BusinessObjects Topics

Search This Blog

BusinessObjects Topics

Sunday, September 14, 2008

DATA MODELING CONCEPTS CHAPTER 1


CHAPTER 1-DATA MODELING CONCEPTS

The Role of Data Modeling

Data modeling tasks provide the most benefit when performed early in the development lifecycle. The model provides information critical to understanding the scope of a project for iterative development phases. Beginning the implementation phase without a clear understanding of the data requirements might cause your project to incur costly overruns or end up on the scrap heap.

An Introduction to Project Development

Many publications discuss project development, and this text does not cover this subject in detail. I included this section to assist modelers in understanding the role of data modeling in project development and to provide an understanding of when modeling should occur.
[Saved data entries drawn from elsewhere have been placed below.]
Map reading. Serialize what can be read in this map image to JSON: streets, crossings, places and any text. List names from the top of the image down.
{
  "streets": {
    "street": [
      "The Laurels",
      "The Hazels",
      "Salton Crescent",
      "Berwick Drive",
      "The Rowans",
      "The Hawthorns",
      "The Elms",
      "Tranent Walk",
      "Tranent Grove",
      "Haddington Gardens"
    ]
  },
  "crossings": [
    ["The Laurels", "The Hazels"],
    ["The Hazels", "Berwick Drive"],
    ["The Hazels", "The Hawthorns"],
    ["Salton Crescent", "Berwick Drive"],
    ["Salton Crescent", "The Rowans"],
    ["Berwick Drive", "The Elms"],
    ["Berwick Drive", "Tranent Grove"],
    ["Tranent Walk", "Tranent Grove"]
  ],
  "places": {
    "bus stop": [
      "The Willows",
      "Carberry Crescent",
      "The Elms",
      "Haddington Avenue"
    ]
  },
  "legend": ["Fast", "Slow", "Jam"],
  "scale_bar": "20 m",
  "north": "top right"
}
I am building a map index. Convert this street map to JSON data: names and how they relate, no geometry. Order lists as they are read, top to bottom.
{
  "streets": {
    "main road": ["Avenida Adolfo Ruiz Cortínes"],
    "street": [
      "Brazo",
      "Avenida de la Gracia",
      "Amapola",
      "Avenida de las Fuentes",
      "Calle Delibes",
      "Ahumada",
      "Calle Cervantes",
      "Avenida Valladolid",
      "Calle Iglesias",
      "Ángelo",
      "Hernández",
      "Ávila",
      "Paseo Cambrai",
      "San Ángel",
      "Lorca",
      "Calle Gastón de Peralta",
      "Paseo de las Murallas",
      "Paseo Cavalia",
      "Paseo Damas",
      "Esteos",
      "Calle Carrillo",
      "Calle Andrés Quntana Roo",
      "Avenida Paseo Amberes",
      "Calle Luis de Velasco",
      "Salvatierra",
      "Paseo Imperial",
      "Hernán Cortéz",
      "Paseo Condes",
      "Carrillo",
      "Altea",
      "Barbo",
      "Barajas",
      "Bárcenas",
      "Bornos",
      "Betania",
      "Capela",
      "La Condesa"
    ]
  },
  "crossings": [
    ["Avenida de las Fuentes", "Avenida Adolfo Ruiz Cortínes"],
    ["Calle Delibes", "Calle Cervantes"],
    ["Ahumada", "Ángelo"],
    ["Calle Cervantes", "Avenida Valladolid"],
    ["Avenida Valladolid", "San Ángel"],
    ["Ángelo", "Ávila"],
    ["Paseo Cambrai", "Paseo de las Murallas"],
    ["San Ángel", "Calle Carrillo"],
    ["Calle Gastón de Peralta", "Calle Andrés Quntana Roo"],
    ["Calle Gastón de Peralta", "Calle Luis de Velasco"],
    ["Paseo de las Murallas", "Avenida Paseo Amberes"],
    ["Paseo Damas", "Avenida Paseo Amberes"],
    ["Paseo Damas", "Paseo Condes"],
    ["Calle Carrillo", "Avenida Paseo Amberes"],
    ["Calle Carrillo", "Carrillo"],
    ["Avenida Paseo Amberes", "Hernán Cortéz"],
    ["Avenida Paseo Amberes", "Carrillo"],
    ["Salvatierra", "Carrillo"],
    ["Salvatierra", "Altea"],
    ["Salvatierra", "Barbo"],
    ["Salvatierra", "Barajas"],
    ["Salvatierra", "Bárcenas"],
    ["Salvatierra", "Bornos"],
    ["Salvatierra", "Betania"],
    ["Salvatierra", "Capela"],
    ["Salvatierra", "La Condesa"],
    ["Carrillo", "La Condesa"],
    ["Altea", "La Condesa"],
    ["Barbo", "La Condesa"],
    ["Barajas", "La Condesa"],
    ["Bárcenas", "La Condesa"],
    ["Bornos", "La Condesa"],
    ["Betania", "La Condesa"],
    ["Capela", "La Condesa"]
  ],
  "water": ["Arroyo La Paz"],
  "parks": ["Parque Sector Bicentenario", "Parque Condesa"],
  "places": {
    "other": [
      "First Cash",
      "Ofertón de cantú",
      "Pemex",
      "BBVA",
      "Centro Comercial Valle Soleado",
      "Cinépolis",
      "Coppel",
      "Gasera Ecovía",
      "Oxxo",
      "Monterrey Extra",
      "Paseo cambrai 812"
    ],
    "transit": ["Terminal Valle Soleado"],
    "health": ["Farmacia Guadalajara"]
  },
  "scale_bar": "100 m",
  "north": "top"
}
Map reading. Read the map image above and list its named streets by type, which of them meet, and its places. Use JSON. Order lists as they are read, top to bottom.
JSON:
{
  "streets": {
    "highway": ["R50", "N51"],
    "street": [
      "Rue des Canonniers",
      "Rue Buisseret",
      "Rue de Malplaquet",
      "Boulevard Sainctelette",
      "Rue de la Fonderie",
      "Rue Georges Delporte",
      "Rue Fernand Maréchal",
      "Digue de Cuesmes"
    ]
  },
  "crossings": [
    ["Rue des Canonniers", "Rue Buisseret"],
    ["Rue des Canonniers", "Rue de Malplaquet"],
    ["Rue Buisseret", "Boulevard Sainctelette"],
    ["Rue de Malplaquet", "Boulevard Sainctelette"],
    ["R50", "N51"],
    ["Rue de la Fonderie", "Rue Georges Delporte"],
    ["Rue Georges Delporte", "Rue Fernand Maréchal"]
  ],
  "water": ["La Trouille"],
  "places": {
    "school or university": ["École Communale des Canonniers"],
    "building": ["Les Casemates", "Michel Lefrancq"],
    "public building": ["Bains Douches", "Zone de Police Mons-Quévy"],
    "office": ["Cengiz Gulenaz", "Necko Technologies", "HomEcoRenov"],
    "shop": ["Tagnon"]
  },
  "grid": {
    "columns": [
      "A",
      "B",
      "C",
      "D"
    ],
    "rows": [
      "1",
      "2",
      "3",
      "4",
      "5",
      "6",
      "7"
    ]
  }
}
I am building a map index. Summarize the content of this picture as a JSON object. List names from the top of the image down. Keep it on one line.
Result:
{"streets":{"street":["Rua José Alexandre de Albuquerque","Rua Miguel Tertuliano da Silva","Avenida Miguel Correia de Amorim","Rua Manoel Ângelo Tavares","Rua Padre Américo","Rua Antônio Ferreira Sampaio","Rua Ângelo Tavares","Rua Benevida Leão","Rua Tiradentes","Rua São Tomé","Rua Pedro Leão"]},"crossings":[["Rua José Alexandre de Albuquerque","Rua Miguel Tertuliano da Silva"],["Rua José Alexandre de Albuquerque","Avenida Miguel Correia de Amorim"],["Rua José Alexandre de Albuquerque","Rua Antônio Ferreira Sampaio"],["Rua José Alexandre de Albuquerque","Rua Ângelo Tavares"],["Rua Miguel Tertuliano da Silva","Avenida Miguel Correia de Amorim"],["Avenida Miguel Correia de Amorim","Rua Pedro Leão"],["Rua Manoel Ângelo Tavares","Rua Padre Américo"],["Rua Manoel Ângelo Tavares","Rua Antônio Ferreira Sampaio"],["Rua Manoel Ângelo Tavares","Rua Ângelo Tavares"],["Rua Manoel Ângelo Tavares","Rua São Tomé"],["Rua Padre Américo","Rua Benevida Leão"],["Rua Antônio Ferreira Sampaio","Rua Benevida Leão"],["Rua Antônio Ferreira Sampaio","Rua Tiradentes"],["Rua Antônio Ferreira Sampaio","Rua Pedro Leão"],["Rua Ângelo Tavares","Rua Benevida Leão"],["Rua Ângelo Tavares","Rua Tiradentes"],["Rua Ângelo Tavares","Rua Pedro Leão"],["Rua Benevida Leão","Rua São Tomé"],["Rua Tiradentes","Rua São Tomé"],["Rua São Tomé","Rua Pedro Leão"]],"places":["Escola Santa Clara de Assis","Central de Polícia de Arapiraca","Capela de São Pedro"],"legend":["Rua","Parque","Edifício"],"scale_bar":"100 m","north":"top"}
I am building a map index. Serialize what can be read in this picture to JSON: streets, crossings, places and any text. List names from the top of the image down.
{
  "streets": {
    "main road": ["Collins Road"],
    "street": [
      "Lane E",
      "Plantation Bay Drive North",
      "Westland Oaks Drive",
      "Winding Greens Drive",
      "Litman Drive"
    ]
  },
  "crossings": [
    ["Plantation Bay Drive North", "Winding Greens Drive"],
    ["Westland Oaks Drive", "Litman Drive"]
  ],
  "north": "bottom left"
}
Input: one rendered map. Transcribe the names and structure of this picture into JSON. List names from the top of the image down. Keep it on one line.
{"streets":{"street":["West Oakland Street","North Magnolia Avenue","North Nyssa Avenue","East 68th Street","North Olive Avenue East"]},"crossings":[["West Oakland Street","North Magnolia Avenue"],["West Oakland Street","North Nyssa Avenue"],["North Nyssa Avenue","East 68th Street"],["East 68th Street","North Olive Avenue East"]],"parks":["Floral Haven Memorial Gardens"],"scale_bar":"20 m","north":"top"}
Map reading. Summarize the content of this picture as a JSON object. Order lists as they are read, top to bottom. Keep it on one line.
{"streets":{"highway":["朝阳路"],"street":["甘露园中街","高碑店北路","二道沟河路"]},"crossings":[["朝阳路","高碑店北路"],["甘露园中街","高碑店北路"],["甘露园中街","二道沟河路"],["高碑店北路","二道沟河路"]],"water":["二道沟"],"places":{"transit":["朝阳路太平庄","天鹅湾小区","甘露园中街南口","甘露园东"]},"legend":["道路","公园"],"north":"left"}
Most companies follow a methodology that outlines the development lifecycle selected to guide the development process. To some degree, most adhere to the same order of high-level concepts:

1. Problem definition
2. Requirements analysis
3. Conceptual design
4. Detail design
5. Implementation
6. Testing

This development method is generally referred to as the waterfall method. As you can see in Figure 1.1, each phase is completed before moving to the next, creating a “waterfall” effect.


Figure 1.1
The waterfall method of project development. Note that the results of each phase cascade into the next.

Many projects are developed using iterations or phases. An iterative development approach decreases risk by breaking the project into discrete manageable phases. Each phase includes analysis, detail design, implementation, and testing. Subsequent phases build upon and leverage the functionality of the preceding phase. However, within each phase, the waterfall method applies.

As with most engineering projects, you create a data model by following a set of steps.
1. Problem and scope definition
2. Requirements gathering
3. Analysis
4. Logical data model creation
5. Physical data model creation
6. Database creation

Figure 1.2 illustrates how each step provides input for the next.



Figure 1.2
Logical data model creation can occur prior to selecting a database platform (Oracle, DB2, Sybase, and so on). ERwin can provide support for specific physical properties if the physical data model is produced after the database platform is selected.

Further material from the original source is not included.